* **Problem details**: Note each line in the data below that holds "SARONA", and copy it.

======== Dataset ========

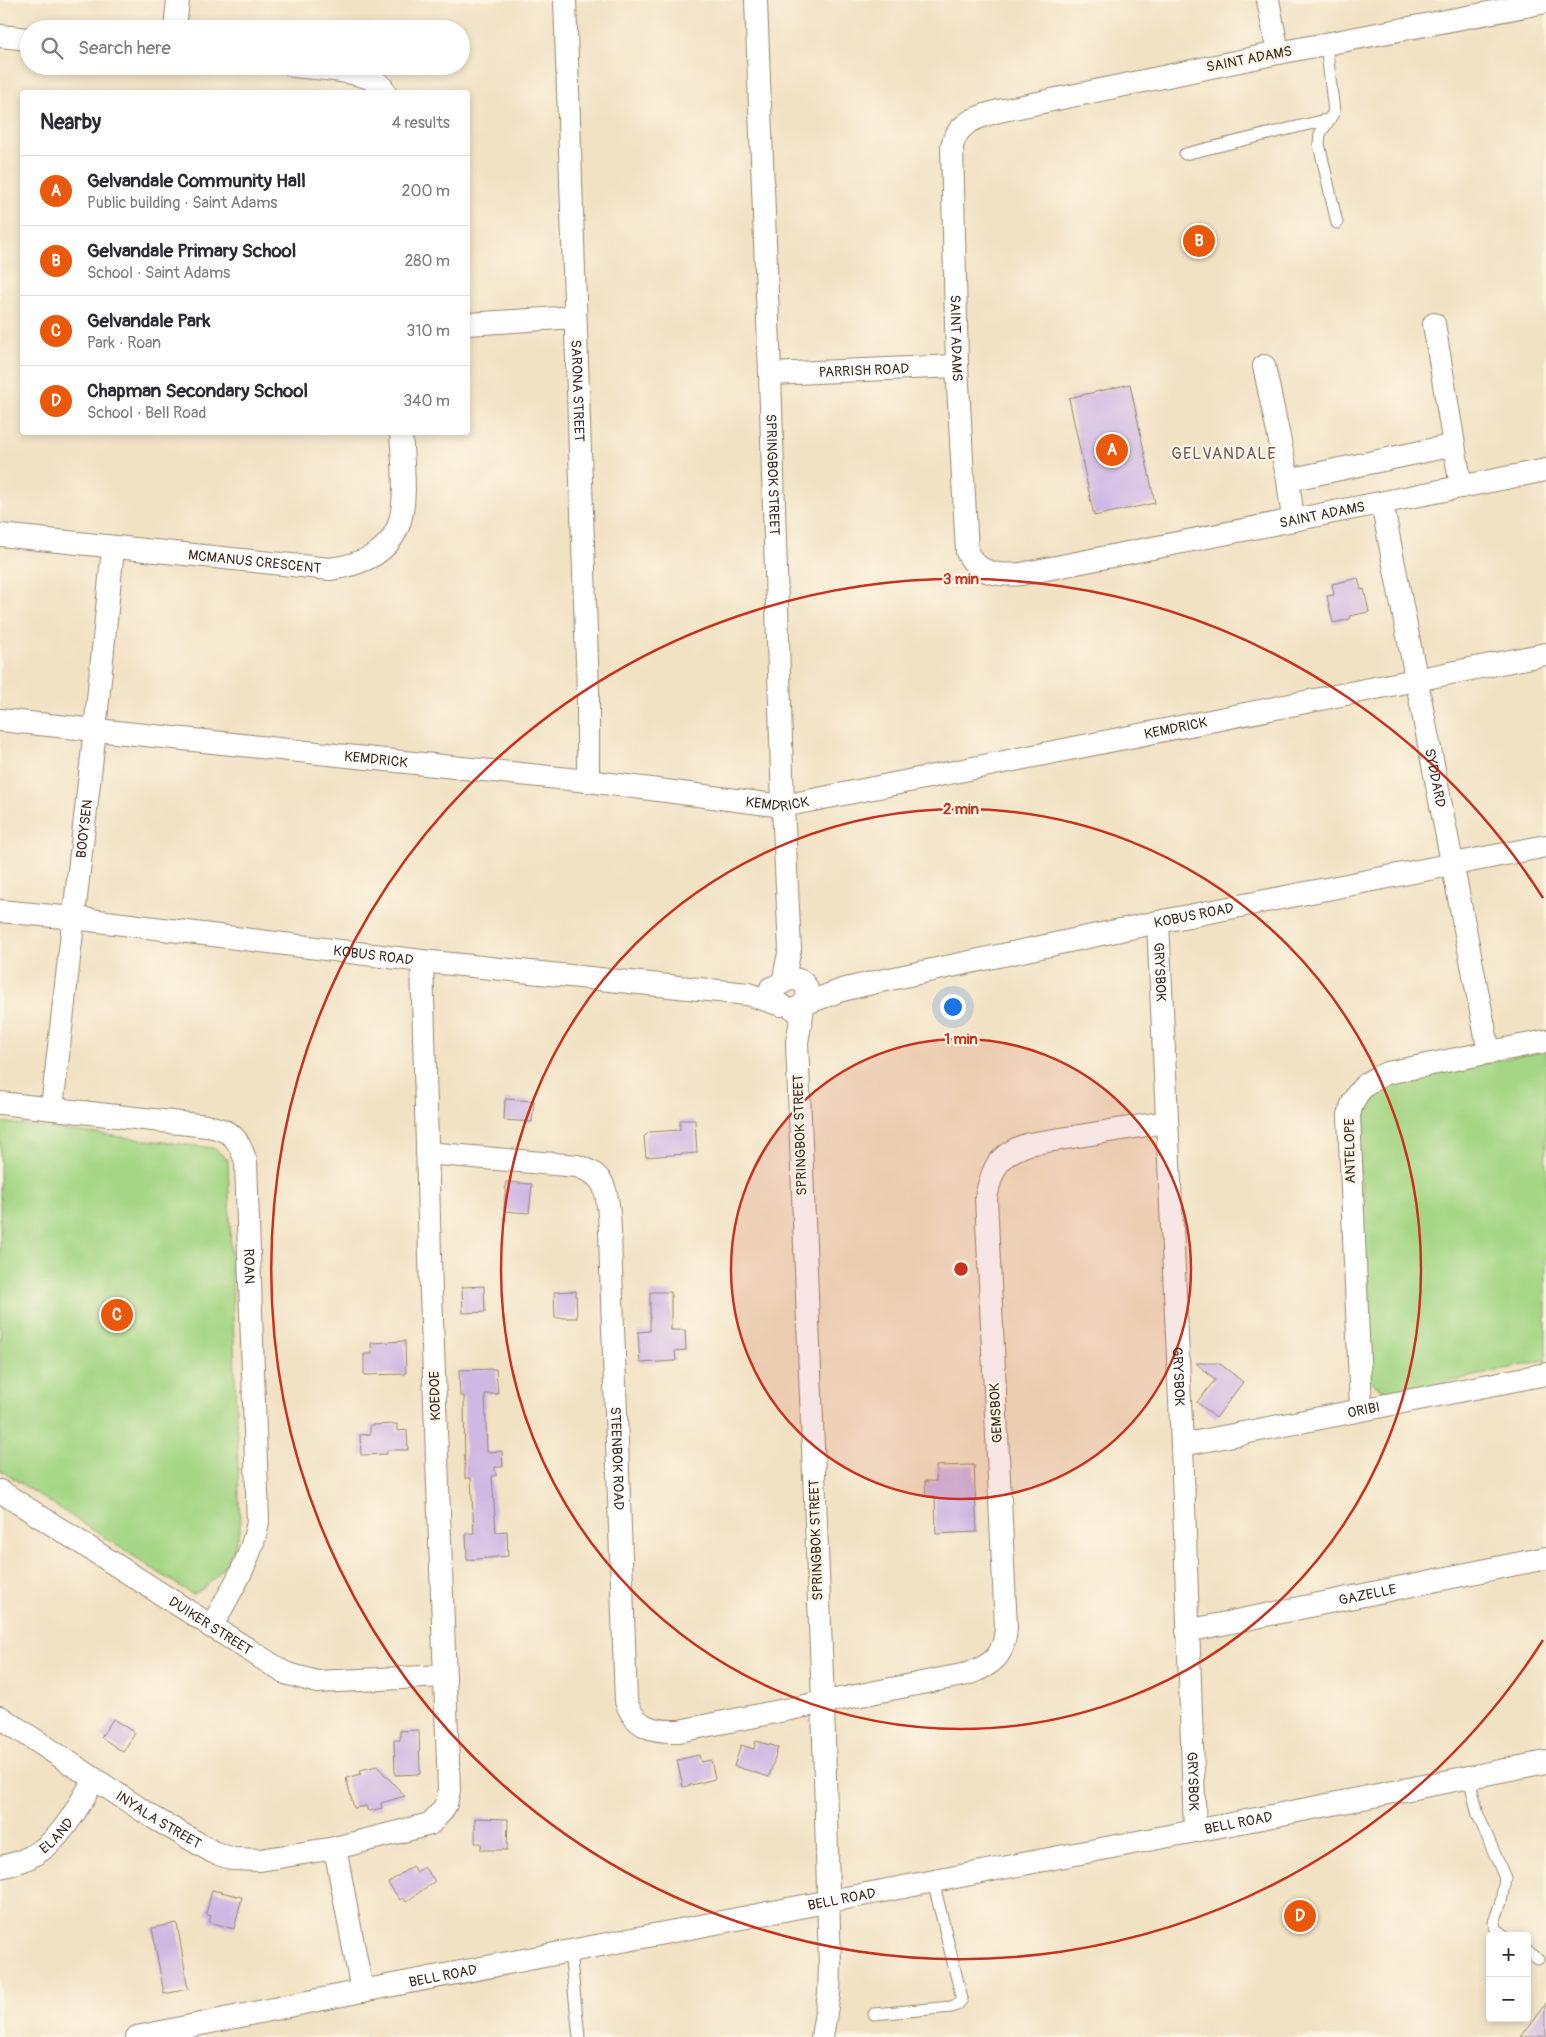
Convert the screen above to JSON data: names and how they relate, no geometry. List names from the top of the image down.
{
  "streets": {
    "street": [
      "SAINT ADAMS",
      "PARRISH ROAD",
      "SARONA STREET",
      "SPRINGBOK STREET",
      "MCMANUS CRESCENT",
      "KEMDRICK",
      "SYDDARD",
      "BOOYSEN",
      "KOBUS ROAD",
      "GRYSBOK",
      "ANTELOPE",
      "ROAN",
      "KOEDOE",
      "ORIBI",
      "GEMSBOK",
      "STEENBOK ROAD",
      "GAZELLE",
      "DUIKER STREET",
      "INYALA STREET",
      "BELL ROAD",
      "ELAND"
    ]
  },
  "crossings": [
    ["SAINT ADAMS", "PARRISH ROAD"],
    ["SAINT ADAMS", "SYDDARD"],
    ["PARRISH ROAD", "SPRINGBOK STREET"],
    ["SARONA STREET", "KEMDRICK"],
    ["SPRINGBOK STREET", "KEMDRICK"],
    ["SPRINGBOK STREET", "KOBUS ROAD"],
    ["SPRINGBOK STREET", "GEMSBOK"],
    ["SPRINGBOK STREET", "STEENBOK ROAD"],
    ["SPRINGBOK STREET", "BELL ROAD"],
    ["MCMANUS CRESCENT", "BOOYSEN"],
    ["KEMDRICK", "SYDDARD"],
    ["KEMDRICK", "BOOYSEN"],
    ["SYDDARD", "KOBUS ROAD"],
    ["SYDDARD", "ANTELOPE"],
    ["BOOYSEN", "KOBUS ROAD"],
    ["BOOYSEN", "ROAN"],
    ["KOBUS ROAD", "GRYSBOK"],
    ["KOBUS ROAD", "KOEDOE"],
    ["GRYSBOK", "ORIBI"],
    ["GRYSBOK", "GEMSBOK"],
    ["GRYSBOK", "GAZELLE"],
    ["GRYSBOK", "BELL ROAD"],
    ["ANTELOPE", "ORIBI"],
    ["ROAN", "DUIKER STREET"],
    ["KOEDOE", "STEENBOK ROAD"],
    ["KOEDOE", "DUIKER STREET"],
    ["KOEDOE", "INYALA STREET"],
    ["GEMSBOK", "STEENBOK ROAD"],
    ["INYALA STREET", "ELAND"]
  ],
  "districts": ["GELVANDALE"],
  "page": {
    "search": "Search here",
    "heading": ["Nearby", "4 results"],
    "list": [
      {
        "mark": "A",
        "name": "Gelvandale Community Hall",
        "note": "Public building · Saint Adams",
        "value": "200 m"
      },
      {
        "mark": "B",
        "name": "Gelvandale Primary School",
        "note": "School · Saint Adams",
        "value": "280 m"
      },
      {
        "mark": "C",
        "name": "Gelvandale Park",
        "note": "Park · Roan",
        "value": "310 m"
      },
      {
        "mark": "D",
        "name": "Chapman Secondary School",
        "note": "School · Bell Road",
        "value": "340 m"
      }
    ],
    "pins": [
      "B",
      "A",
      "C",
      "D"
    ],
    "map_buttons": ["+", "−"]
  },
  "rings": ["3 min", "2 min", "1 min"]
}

========

* **Exercise solution**:
      "SARONA STREET",
    ["SARONA STREET", "KEMDRICK"],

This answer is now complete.